On 7/26/2012 4:42 PM, Ken Whistler wrote:
On 7/26/2012 4:20 PM, Richard Wordingham wrote:
Perhaps I've read too much into
http://www.unicode.org/policies/logo_policy.html  .  The implication is
that untrue or misleading claims using the word 'Unicode' are
contravening the trademark.

That's more on the level of making sure that when you use the "Unicode Mark" mark, you are actually referring to the Unicode Standard, the Unicode Consortium,
and so on.

You cannot slap the Unicode Mark on a self-publication of UTF-37 with your own idiosyncratic code tables and call that "Unicode". *That* would be a violation
of the trademark.

It is a whole nother kettle of fish when somebody says of their product
"This product conforms to the Unicode Standard, Version 6.2.0." There
would be nothing misleading about their use of the Unicode Mark in
such a case -- they are actually referring to the actual standard which
claims the trademark. The reference is not misleading.

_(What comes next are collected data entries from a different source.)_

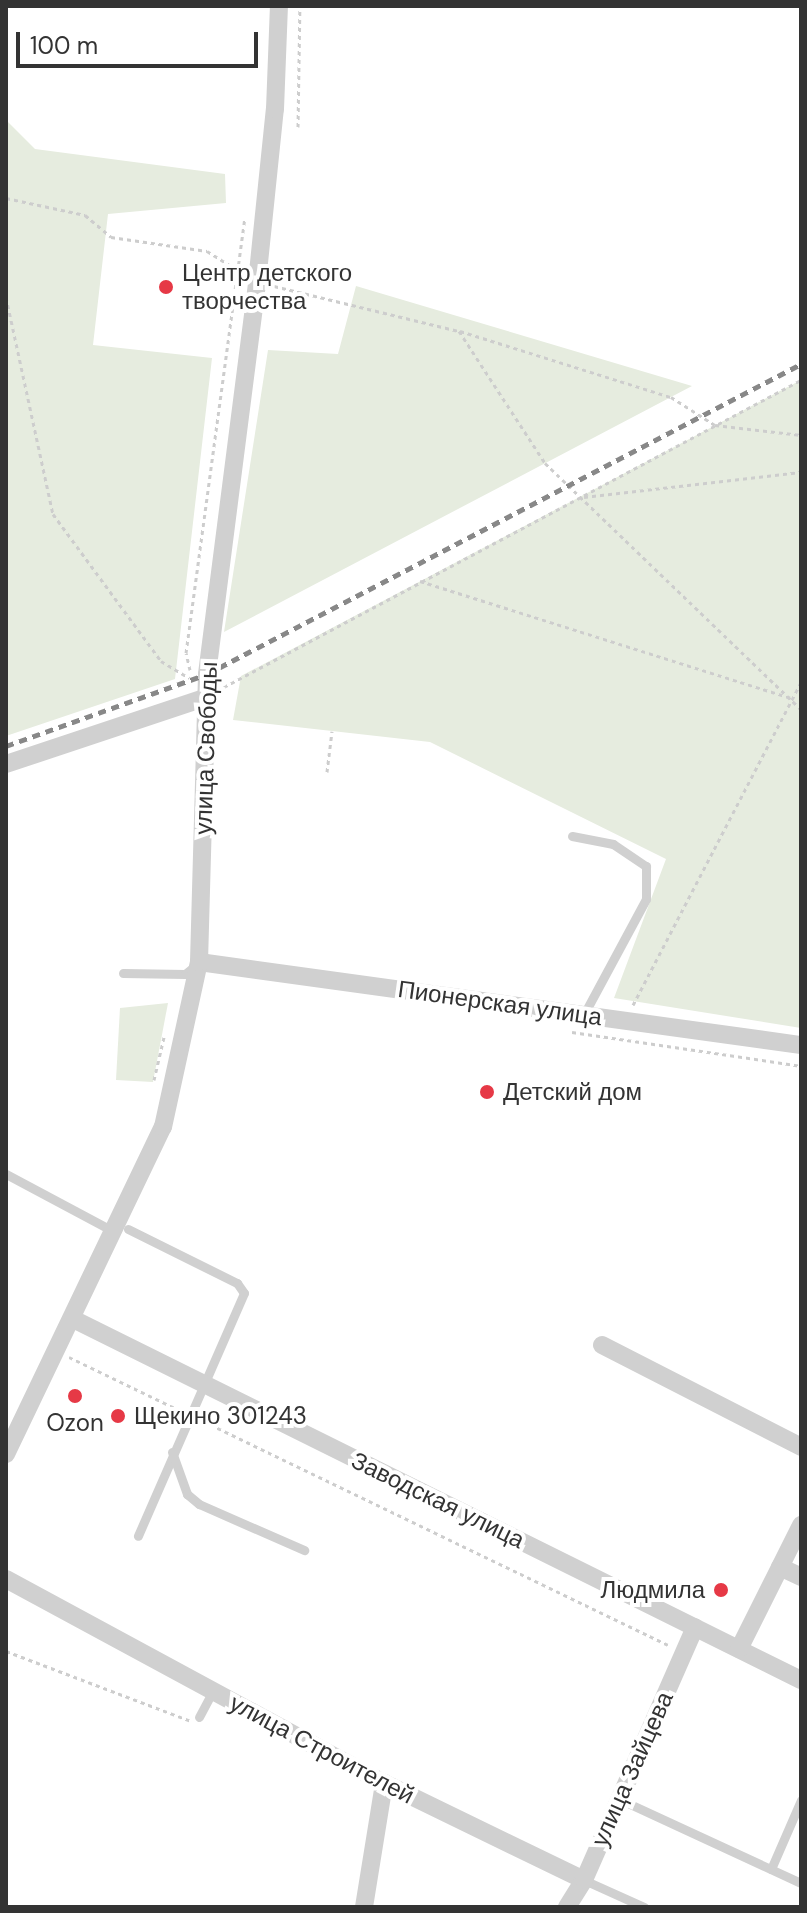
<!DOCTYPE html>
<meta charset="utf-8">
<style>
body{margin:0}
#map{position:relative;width:807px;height:1913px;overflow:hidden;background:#fff;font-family:"DM Sans",sans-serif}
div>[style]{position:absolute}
.green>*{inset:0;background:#e6ecdf}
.path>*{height:3px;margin-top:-1.5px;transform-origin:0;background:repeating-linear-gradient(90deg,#cdcdcd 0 4px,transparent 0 8px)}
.service>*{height:9px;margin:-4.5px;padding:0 4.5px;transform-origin:4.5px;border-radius:4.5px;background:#d0d0d0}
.minor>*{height:18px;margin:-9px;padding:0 9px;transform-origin:9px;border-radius:9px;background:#d0d0d0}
.rail>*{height:5px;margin-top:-2.5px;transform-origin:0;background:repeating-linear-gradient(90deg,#888 0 8px,transparent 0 14px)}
.dots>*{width:22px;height:22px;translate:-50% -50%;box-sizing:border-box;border:4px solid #fff;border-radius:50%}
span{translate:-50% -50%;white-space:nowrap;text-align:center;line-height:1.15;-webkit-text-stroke:8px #fff;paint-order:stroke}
.poi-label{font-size:24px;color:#333}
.left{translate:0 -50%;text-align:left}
.right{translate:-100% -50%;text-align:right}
.street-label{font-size:24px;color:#333}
.frame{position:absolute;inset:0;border:8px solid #333;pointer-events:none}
.scale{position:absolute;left:16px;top:32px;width:242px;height:36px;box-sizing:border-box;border:4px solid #333;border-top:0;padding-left:10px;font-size:24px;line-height:28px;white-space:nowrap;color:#333;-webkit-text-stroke:6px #fff;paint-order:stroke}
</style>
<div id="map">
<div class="green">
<div style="clip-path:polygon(6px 120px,35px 149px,225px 174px,226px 203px,108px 214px,93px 345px,212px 358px,175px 679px,6px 736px)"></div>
<div style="clip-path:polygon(356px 286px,692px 386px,224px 632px,268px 350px,338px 354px)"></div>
<div style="clip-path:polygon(801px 380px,801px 1028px,614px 998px,666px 859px,430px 742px,233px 720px,241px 676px)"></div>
<div style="clip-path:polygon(168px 1003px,153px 1082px,116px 1080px,120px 1008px)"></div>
</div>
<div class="path">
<div style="left:298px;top:127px;width:121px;rotate:-89.1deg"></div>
<div style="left:6px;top:198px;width:81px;rotate:12.1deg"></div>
<div style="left:85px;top:215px;width:34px;rotate:40deg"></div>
<div style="left:111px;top:237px;width:97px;rotate:8.3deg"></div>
<div style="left:207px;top:251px;width:40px;rotate:32deg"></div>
<div style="left:274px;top:286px;width:190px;rotate:13.7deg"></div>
<div style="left:459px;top:331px;width:158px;rotate:56.9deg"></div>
<div style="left:545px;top:463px;width:355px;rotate:43.9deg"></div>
<div style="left:6px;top:297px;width:222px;rotate:77.8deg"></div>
<div style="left:53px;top:514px;width:182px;rotate:53.7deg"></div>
<div style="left:161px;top:661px;width:33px;rotate:31deg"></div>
<div style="left:460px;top:331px;width:221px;rotate:17.4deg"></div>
<div style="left:671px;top:397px;width:52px;rotate:32.5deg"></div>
<div style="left:715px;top:425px;width:87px;rotate:6.6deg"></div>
<div style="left:584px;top:497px;width:218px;rotate:-6.6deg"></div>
<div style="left:420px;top:581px;width:388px;rotate:17.5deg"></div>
<div style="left:190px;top:670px;width:17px;rotate:-103deg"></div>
<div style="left:186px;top:653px;width:439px;rotate:-82.3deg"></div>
<div style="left:224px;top:687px;width:654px;rotate:-28.02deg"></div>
<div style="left:327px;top:772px;width:41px;rotate:-83deg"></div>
<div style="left:633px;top:1005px;width:364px;rotate:-62.5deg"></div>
<div style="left:572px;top:1032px;width:232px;rotate:8.4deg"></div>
<div style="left:154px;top:1080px;width:44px;rotate:-76.9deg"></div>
<div style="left:69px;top:1357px;width:124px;rotate:25.7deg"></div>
<div style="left:203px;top:1421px;width:516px;rotate:25.72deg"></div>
<div style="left:6px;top:1651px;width:196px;rotate:20.7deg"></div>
</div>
<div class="service">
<div style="left:572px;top:836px;width:42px;rotate:11deg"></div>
<div style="left:613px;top:844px;width:40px;rotate:34deg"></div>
<div style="left:646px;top:866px;width:33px;rotate:90deg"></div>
<div style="left:646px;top:899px;width:131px;rotate:118.3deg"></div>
<div style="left:123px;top:973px;width:62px;rotate:0.9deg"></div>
<div style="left:185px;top:974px;width:14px;rotate:-39deg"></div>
<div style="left:6px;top:1174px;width:119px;rotate:28.1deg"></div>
<div style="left:128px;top:1229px;width:122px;rotate:26.4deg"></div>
<div style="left:237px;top:1283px;width:12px;rotate:55deg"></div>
<div style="left:244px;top:1293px;width:265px;rotate:113.6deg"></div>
<div style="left:172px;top:1452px;width:45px;rotate:70.3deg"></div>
<div style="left:187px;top:1494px;width:16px;rotate:40deg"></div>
<div style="left:199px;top:1504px;width:115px;rotate:23.7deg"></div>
<div style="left:199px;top:1717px;width:30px;rotate:-62deg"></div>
<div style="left:619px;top:1799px;width:200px;rotate:24.8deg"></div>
<div style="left:771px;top:1869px;width:75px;rotate:-66.5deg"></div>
<div style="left:584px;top:1880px;width:66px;rotate:24.2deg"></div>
</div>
<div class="minor">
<div style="left:6px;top:764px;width:212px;rotate:-18.4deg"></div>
<div style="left:199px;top:962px;width:608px;rotate:7.85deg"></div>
<div style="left:75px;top:1320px;width:810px;rotate:26.38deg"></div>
<div style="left:602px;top:1345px;width:224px;rotate:27.1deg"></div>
<div style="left:6px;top:1454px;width:363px;rotate:-64.4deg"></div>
<div style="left:163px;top:1127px;width:169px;rotate:-77.7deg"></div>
<div style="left:199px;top:962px;width:288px;rotate:-88.4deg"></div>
<div style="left:207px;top:674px;width:395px;rotate:-82.7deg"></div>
<div style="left:257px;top:282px;width:174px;rotate:-84.1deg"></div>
<div style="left:275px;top:109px;width:103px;rotate:-87.8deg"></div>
<div style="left:780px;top:1567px;width:23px;rotate:25deg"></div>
<div style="left:6px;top:1579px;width:430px;rotate:28.4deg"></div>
<div style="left:384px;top:1783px;width:222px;rotate:25.9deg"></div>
<div style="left:739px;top:1649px;width:139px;rotate:-63.4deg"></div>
<div style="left:364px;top:1907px;width:126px;rotate:-80.8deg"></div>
<div style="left:567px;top:1907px;width:32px;rotate:-58deg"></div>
<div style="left:584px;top:1880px;width:276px;rotate:-66.3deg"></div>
</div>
<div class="rail">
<div style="left:6px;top:746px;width:214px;rotate:-19.7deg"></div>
<div style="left:207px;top:674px;width:670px;rotate:-27.56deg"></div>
</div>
<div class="dots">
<div style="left:166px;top:287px;background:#e63946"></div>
<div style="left:487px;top:1092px;background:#e63946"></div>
<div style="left:75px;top:1396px;background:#e63946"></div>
<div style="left:118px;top:1416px;background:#e63946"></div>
<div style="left:721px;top:1590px;background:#e63946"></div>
</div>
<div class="poi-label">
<span class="left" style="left:182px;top:287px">Центр детского<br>творчества</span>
<span class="left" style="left:503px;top:1092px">Детский дом</span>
<span class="left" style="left:134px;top:1416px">Щекино 301243</span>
<span style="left:75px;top:1423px">Ozon</span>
<span class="right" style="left:705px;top:1590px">Людмила</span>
</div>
<div class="street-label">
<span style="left:206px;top:748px;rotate:-88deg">улица Свободы</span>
<span style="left:500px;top:1003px;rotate:8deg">Пионерская улица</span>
<span style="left:438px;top:1500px;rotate:26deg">Заводская улица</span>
<span style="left:322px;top:1749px;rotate:28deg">улица Строителей</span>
<span style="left:632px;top:1769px;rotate:-66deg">улица Зайцева</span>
</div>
<div class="frame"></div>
<div class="scale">100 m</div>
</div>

But the *claim* of conformance could be false, if their product is examined
in detail. (Or tested, or reverse engineered, or whatever.) And *that*
is the part that the Unicode Consortium has neither the personnel nor
the inclination to be chasing after. The Consortium cannot police such
claims, especially for a standard as widely implemented as this one.

The same would apply to claims of conformance to the other standards,
such as UCA, LDML, Unicode Regex, and so on.

--Ken



However, such a misleading claim might subject someone to civil suit, don't you think?